• **Work instructions**: Show every line below where "nowrap" appears.

START The data

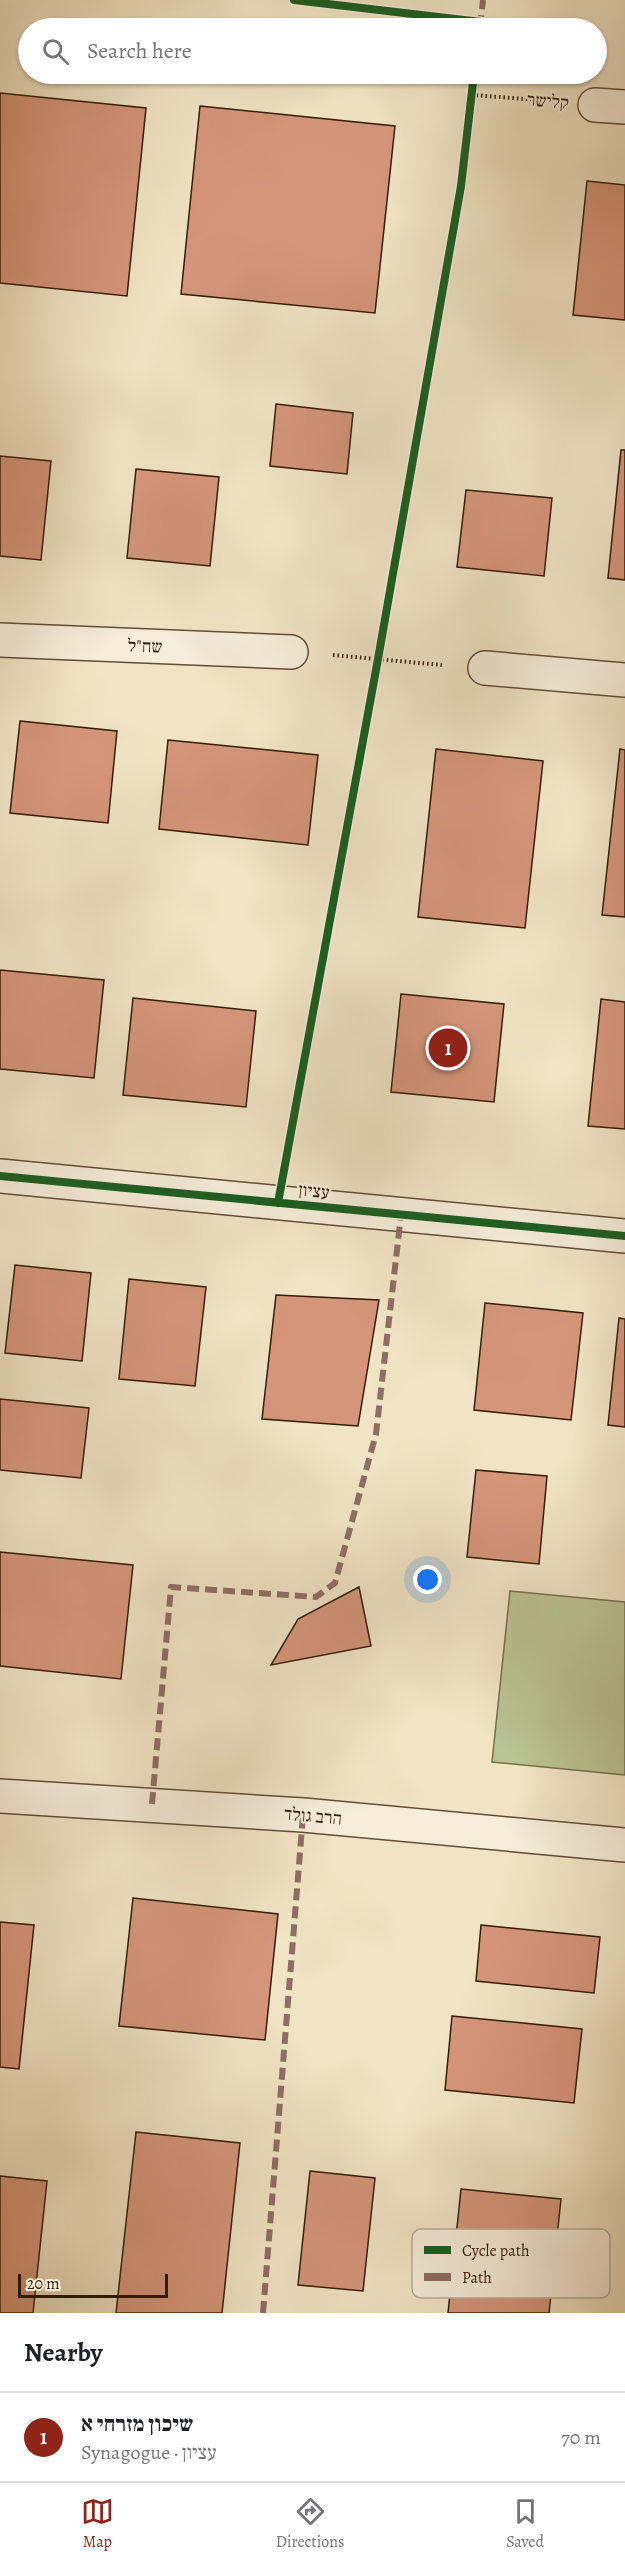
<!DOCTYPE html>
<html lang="en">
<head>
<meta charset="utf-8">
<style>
  :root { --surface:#fff; --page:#f2f2f2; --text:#202124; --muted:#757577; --line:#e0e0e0; --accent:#8f2418 }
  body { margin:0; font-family:Alegreya,"Frank Ruhl Libre",serif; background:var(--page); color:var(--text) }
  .scale { position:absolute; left:18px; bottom:15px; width:150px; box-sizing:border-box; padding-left:6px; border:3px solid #331c05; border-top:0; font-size:16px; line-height:21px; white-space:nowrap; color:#331c05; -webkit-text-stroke:4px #f5edd9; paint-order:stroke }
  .you { position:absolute; left:428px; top:1580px; width:21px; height:21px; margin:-15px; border:4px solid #fff; border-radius:50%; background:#1a73e8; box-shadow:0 0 0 9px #1a73e833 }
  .badge { display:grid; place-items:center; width:39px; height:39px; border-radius:50%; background:var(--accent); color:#fff; font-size:20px; font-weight:700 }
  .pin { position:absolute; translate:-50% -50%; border:3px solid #fff; box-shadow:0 2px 6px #0006 }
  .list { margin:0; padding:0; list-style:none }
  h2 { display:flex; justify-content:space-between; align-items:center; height:78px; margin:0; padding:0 24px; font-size:26px }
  h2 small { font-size:20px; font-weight:400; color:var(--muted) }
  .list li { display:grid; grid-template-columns:39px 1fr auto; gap:18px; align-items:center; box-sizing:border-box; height:90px; padding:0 24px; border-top:2px solid var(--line) }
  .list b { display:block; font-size:22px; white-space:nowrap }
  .list p { margin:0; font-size:20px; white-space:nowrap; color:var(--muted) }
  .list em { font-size:20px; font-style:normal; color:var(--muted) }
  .icon { flex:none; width:33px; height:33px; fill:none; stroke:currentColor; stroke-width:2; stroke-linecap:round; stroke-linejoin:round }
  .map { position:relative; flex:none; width:625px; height:2313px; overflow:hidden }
  .search { position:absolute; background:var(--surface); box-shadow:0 2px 4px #0004; left:18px; right:18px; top:18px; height:66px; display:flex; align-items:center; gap:15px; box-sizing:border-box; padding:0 21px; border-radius:33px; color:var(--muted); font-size:22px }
  .sheet { height:168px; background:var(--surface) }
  nav { display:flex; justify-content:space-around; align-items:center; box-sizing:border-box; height:84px; border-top:2px solid var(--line); background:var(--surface); font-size:16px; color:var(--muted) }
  nav a { display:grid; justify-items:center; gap:3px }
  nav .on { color:var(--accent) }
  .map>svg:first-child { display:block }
  .green { fill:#bac494; stroke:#76704c; stroke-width:1.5 }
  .building { fill:#d5957a; stroke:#331c05; stroke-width:1.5 }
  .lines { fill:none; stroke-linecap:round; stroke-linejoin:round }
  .street-casing { stroke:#624e35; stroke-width:36 }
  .path { stroke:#331c05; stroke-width:4; stroke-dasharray:1.5 3; stroke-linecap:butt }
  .street { stroke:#f5edd9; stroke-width:33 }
  .quiet { stroke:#8d6e63; stroke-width:6; stroke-dasharray:12 6; stroke-linecap:butt }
  .cycleway-casing { stroke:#f5edd9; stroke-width:11 }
  .cycleway { stroke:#1b5e20; stroke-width:8 }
  .labels { text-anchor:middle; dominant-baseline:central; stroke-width:4.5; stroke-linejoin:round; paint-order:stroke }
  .street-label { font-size:18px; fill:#331c05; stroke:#f5edd9 }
  .key { fill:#f5edd9; stroke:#bbae99; stroke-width:1.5 }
  .key-label { font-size:16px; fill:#331c05 }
</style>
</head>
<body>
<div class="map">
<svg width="625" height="2313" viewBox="0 0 625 2313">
  <rect width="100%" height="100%" fill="#f0e4c4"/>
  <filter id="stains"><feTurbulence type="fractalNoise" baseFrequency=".00333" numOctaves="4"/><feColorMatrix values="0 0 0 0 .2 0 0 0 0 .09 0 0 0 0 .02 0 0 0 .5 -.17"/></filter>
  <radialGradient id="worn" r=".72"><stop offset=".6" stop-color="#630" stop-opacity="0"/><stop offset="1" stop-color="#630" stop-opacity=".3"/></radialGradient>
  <path class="green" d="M510 1591 625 1602V1775L492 1762Z"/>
  <path class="building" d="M0 93 146 108 127 296 0 283Z
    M200 106 395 126 375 313 181 294Z
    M587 181 625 185V320L573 315Z
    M276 404 353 413 347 474 270 466Z
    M621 450H625V580L608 578Z
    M0 456 51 461 41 560 0 556Z
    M136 469 219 477 210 566 127 558Z
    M466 490 552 498 544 576 457 567Z
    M20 721 117 731 108 823 10 813Z
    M168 740 318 755 308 845 159 829Z
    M436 749 543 761 525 928 418 917Z
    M620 749 625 750V917L602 915Z
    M0 970 104 980 94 1078 0 1069Z
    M401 994 504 1004 494 1102 391 1092Z
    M133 998 256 1011 246 1107 123 1095Z
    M601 999 625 1002V1129L588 1126Z
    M15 1265 91 1273 82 1361 5 1353Z
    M129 1279 206 1287 195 1386 119 1379Z
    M276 1295 379 1300 358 1426 262 1419Z
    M485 1303 583 1313 571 1420 474 1410Z
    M619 1318 625 1319V1427L608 1425Z
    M0 1399 89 1408 81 1478 0 1470Z
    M476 1470 547 1476 539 1564 467 1557Z
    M0 1552 133 1565 121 1679 0 1666Z
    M359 1587 371 1646 271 1665 298 1619Z
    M133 1898 278 1914 265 2040 119 2026Z
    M0 1922 34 1925 19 2069 0 2067Z
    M481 1925 600 1937 594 1993 476 1981Z
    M452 2016 582 2029 574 2103 445 2090Z
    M136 2132 240 2143 222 2313H116Z
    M310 2171 375 2178 363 2291 298 2285Z
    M0 2176 47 2181 33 2313H0Z
    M461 2189 561 2199 549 2313H448Z"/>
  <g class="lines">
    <defs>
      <path id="street" d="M595 105 625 107
        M0 640 291 652
        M485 668 625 680
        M0 1176 625 1236
        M0 1796 303 1815 625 1845"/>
    </defs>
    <use href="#street" class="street-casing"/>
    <path class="path" d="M472 95 553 101
      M333 655 442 665"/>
    <use href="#street" class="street"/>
    <path class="quiet" d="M480 27 483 0
      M152 1804 171 1587 316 1597 335 1583 376 1434 401 1215
      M263 2313 303 1815"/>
    <defs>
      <path id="cycleway" d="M294 0 481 22
        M0 1176 625 1236
        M278 1203 378 659 461 186 474 74"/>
    </defs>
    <use href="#cycleway" class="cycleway-casing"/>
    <use href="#cycleway" class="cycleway"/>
  </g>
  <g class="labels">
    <g class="street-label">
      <text transform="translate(548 101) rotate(5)">קלישר</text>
      <text transform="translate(145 646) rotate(2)">שח"ל</text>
      <text transform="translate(314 1191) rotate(6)">עציון</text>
      <text transform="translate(313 1816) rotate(5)">הרב גולד</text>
    </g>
  </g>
  <rect x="412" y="2229" width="198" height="69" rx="9" class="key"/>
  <rect x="424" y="2246" width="27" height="8" fill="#1b5e20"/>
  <rect x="424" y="2273" width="27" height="8" fill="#8d6e63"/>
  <g class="key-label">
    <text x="462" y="2256">Cycle path</text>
    <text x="462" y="2283">Path</text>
  </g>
  <rect width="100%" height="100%" filter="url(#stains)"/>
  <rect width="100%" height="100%" fill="url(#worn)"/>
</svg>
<div class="scale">20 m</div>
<div class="you"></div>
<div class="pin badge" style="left:448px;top:1048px">1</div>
<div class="search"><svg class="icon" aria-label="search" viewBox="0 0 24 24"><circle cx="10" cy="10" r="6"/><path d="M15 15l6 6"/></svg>Search here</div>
</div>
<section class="sheet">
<h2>Nearby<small></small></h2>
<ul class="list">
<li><span class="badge">1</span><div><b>שיכון מזרחי א</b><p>Synagogue · עציון</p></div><em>70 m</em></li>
</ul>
</section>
<nav>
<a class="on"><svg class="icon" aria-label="map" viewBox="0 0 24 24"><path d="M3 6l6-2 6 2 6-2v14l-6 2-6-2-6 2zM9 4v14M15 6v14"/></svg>Map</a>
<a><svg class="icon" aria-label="directions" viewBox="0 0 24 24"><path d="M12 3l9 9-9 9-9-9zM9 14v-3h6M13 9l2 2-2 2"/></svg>Directions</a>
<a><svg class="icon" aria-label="saved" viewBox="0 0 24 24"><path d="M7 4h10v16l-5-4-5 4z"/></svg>Saved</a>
</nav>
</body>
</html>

END The data

• **Your response**:
  .scale { position:absolute; left:18px; bottom:15px; width:150px; box-sizing:border-box; padding-left:6px; border:3px solid #331c05; border-top:0; font-size:16px; line-height:21px; white-space:nowrap; color:#331c05; -webkit-text-stroke:4px #f5edd9; paint-order:stroke }
  .list b { display:block; font-size:22px; white-space:nowrap }
  .list p { margin:0; font-size:20px; white-space:nowrap; color:var(--muted) }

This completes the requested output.